I have two files with the same purpose, one in Python and one in MATLAB. After reading in a data file, I want them to calculate and error, use detrend to remove a constant offset, then interpolate a surface to fit the errors using griddata.
In detrending the data in my Python file, I attempted to use scipy.signal.detrend
with both linear
and constant
argument types since constant
initially didn't work. ( See for documentation of scipy.signal.detrend
)
However, neither of these methods get the same array err
as the MATLAB file, and I ensured that everything else up to that point had matched. Can you tell me a different way to detrend as MATLAB does?

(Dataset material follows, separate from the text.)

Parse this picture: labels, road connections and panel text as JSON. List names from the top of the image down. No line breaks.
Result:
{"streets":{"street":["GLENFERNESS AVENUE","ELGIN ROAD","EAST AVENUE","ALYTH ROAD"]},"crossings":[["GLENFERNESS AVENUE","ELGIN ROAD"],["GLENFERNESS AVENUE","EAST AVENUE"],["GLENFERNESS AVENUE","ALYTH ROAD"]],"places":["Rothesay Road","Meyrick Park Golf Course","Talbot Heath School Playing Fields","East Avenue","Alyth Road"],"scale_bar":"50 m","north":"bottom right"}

Python code (minus the header/imports):
timestamp = datetime.datetime.today().strftime('%Y%m%d%H%M')
print timestamp
plt.rc('xtick', labelsize=5)
plt.rc('ytick', labelsize=5)
plt.rc('grid', ls='dotted')
plt.rcParams['lines.dotted_pattern'] = [0.1,0.5]
np.set_printoptions(suppress=True)
def main(argv):
testdir = argv[0] # if list indexing error --> you must input a file name after <python es15302_squareness.py> in the command line
fname = os.path.join(testdir,'OUTDATA.DAT')

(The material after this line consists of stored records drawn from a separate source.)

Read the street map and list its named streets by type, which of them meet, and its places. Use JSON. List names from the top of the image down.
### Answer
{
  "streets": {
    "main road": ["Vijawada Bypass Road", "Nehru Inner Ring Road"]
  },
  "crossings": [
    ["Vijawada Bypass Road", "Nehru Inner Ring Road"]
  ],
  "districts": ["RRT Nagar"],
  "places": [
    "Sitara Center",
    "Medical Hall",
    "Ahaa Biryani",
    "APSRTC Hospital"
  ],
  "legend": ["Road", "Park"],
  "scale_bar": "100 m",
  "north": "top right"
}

s = np.loadtxt(fname) #If in current directory
s2 = np.transpose([s[:,0],s[:,2]]) # these are
s3 = np.transpose([-s[:,1],s[:,3]]) # all going
posEncUm = np.divide(s2,25000) # to be
posLasUm = np.divide(s3,25000) # 169x2
err = posEncUm - posLasUm;
# -------------------------Everything good up to here----------------------
err[:,0] = scipy.signal.detrend(err[:,0], type=='constant')
err[:,1] = scipy.signal.detrend(err[:,1], type=='constant')
print err
Matlab code:
function ES15302_squareness(myDir)
close all;
cd(myDir);
s = load('outdata.dat');
posEncUm = [s(:,1) s(:,3)]/25000;
posLasUm = [-s(:,2) s(:,4)]/25000;
err = posEncUm - posLasUm;
err(:,1) = detrend(err(:,1),'constant');
err(:,2) = detrend(err(:,2),'constant');
(I don't have any errors, it's just that err in MATLAB doesn't match err in Python after the detrends)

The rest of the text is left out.